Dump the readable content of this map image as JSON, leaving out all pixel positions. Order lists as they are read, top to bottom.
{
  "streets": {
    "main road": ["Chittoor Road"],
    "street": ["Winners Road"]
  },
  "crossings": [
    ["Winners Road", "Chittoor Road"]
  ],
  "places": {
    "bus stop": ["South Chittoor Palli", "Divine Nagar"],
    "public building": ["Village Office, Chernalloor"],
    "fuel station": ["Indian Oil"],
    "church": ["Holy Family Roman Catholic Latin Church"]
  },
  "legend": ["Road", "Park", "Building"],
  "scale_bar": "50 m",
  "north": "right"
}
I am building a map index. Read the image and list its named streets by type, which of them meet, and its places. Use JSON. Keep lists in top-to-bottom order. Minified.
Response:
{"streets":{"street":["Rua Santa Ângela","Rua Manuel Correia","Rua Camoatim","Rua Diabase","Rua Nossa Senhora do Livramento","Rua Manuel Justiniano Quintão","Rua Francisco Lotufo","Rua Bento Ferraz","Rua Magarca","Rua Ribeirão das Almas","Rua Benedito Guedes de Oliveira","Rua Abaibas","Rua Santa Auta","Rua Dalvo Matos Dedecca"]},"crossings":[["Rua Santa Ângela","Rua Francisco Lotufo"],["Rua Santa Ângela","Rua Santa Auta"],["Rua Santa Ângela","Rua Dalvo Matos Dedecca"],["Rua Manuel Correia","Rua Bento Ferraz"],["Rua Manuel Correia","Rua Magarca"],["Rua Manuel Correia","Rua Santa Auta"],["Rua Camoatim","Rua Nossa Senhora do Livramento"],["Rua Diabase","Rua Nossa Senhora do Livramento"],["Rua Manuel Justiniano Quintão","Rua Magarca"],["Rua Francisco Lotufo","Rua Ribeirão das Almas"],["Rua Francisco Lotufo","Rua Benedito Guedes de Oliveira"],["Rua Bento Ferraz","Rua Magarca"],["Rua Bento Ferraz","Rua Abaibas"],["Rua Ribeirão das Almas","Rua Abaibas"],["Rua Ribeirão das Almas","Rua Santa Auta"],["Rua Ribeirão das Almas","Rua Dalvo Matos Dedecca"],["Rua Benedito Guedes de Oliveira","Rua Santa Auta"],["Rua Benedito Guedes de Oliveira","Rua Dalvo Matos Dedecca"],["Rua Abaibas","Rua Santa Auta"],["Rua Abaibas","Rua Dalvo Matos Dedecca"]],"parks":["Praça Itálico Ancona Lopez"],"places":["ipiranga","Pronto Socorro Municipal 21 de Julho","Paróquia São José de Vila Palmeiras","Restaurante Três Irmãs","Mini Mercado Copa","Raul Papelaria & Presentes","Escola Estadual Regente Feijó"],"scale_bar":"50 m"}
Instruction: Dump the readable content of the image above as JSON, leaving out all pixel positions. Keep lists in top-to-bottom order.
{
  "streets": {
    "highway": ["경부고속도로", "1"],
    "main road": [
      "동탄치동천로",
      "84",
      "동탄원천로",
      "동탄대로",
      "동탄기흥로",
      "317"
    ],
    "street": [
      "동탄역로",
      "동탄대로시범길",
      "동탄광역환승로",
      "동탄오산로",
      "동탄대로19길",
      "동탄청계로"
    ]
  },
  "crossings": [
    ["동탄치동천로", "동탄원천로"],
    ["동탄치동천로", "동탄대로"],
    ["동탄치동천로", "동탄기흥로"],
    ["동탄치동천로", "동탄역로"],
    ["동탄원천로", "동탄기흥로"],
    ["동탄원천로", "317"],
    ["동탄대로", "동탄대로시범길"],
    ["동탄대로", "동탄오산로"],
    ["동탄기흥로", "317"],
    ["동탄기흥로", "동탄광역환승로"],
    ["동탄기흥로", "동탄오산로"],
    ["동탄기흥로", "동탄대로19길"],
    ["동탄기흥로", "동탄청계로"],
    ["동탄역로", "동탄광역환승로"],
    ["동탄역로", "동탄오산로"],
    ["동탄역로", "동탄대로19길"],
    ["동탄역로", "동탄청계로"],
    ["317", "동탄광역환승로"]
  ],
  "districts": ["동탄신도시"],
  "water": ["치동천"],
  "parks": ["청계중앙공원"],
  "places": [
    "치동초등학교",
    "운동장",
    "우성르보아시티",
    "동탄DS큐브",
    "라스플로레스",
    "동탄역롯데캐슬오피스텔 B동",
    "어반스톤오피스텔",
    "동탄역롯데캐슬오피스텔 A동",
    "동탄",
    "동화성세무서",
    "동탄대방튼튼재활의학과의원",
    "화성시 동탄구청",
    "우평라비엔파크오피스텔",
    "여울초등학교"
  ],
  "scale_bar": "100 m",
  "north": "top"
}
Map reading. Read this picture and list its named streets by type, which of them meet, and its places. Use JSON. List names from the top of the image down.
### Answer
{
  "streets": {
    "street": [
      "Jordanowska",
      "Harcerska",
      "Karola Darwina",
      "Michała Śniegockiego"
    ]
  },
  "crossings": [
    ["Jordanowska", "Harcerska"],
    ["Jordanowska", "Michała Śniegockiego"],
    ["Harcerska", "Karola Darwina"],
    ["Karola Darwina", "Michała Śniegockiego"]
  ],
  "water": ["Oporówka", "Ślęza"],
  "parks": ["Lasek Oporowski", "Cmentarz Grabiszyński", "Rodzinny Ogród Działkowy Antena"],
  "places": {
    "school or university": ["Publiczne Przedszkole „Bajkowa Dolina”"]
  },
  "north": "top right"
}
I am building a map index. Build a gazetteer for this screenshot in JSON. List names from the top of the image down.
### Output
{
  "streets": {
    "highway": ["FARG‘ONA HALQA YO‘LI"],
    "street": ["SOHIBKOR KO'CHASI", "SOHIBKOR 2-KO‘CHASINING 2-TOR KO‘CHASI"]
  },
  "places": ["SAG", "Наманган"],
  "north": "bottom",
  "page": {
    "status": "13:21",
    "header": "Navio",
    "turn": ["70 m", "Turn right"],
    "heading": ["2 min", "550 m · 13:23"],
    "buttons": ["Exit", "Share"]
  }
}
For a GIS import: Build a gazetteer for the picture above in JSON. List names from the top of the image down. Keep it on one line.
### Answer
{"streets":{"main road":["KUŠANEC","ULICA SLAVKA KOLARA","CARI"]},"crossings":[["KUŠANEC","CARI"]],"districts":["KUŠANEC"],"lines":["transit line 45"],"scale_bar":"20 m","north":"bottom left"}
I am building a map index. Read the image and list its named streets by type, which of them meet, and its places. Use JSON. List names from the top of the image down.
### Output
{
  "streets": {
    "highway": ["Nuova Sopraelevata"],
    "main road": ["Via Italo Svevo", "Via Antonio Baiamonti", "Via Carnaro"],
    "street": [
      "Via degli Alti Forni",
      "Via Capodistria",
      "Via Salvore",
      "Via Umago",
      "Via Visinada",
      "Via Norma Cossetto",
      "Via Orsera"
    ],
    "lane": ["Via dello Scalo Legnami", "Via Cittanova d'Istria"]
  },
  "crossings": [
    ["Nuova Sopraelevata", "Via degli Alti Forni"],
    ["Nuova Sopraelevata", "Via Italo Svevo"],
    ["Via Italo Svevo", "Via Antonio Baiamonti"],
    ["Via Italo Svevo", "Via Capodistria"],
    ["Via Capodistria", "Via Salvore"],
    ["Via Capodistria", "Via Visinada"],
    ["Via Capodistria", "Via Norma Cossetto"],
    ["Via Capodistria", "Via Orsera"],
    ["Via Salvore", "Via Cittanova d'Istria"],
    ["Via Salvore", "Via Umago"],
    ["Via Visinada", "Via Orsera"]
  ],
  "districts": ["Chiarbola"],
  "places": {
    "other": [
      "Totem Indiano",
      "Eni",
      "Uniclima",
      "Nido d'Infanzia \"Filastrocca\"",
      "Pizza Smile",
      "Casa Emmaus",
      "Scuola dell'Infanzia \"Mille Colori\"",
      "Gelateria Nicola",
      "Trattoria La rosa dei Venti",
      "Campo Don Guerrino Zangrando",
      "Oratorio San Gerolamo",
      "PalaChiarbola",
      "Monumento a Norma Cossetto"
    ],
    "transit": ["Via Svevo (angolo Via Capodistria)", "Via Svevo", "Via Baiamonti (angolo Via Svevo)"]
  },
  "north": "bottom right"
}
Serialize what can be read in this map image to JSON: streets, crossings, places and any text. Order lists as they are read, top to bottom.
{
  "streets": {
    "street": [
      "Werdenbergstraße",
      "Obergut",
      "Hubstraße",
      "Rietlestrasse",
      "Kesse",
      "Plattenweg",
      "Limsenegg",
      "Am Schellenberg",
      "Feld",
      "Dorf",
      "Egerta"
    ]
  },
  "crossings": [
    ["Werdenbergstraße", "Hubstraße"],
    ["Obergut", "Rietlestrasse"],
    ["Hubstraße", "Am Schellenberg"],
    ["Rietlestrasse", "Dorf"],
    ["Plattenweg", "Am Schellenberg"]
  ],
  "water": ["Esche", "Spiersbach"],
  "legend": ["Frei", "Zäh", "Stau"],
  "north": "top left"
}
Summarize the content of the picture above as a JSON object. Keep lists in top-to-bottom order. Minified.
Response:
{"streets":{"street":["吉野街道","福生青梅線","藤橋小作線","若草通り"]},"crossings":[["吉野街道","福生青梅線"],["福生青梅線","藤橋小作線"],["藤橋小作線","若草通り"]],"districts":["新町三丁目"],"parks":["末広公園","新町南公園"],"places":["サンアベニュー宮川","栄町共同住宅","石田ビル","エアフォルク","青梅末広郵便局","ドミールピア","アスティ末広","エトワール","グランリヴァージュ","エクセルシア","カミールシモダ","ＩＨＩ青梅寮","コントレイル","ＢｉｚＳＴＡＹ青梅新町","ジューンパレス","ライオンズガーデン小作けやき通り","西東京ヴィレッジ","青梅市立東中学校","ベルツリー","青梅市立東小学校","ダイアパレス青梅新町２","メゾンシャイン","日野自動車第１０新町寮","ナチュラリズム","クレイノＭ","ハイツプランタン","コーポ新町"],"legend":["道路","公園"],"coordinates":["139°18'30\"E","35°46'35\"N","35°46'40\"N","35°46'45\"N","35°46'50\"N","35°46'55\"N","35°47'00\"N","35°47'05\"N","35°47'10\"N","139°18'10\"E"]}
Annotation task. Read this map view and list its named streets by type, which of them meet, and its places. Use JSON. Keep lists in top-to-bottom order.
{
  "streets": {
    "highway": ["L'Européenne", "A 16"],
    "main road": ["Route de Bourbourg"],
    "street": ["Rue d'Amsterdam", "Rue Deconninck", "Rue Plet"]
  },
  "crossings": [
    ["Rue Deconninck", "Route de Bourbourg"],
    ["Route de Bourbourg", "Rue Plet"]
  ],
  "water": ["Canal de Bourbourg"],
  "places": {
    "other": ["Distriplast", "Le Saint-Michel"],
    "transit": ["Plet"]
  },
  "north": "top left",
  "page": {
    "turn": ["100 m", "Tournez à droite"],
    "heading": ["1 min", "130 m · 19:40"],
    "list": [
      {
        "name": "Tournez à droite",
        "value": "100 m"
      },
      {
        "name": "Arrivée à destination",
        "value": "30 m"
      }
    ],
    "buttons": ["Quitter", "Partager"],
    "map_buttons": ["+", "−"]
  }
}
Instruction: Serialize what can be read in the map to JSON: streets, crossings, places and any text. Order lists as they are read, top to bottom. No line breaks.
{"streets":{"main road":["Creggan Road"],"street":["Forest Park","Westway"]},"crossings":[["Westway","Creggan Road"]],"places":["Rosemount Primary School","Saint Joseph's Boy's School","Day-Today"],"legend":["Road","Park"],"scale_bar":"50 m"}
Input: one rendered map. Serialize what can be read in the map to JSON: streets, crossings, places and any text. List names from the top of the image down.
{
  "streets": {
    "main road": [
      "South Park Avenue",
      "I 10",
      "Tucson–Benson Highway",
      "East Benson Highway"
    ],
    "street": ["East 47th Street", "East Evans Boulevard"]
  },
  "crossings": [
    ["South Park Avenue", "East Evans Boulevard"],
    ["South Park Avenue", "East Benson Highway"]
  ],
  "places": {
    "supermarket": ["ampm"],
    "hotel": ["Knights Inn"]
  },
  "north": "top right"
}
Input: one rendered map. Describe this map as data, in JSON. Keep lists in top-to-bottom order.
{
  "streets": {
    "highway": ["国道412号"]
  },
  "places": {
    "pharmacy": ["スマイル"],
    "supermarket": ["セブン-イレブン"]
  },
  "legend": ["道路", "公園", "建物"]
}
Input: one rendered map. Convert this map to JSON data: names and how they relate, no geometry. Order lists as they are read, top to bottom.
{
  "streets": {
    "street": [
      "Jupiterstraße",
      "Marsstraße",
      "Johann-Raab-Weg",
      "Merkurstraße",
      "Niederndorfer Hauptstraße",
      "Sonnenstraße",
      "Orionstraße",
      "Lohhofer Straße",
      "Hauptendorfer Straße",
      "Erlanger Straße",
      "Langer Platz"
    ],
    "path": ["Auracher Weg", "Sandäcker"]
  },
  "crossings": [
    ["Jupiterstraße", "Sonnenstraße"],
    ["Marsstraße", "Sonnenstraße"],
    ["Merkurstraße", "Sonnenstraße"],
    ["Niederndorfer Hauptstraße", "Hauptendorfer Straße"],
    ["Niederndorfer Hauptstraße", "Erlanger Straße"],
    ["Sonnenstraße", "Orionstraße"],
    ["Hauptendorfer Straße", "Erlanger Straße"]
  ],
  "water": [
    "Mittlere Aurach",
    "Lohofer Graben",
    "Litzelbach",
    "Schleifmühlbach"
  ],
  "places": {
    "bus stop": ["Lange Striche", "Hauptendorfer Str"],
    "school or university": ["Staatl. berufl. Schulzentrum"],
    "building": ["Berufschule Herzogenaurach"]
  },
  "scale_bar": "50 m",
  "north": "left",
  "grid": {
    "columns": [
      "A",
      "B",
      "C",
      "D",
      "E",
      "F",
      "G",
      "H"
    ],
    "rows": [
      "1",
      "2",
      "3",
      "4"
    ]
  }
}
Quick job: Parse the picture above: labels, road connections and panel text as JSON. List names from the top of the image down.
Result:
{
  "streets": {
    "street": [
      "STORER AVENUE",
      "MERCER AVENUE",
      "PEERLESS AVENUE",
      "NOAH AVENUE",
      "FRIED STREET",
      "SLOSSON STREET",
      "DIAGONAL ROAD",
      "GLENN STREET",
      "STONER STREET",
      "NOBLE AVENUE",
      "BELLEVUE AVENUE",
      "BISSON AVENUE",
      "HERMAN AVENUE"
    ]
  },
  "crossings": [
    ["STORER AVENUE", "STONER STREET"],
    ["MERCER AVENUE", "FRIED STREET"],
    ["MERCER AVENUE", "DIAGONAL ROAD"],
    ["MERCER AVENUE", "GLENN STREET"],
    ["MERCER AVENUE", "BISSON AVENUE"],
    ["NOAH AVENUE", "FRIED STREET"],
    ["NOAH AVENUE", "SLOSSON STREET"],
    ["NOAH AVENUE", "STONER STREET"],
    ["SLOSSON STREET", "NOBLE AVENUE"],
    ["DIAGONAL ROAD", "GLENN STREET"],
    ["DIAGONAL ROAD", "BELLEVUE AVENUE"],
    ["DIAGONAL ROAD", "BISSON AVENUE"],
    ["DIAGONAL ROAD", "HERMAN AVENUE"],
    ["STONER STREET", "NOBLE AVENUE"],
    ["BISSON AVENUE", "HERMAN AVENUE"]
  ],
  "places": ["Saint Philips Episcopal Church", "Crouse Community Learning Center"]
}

__TASK DETAILS__. Only a number is wanted here: how many lines of the records above hold the word "gazetteer".

__SOLUTION BELOW__. 2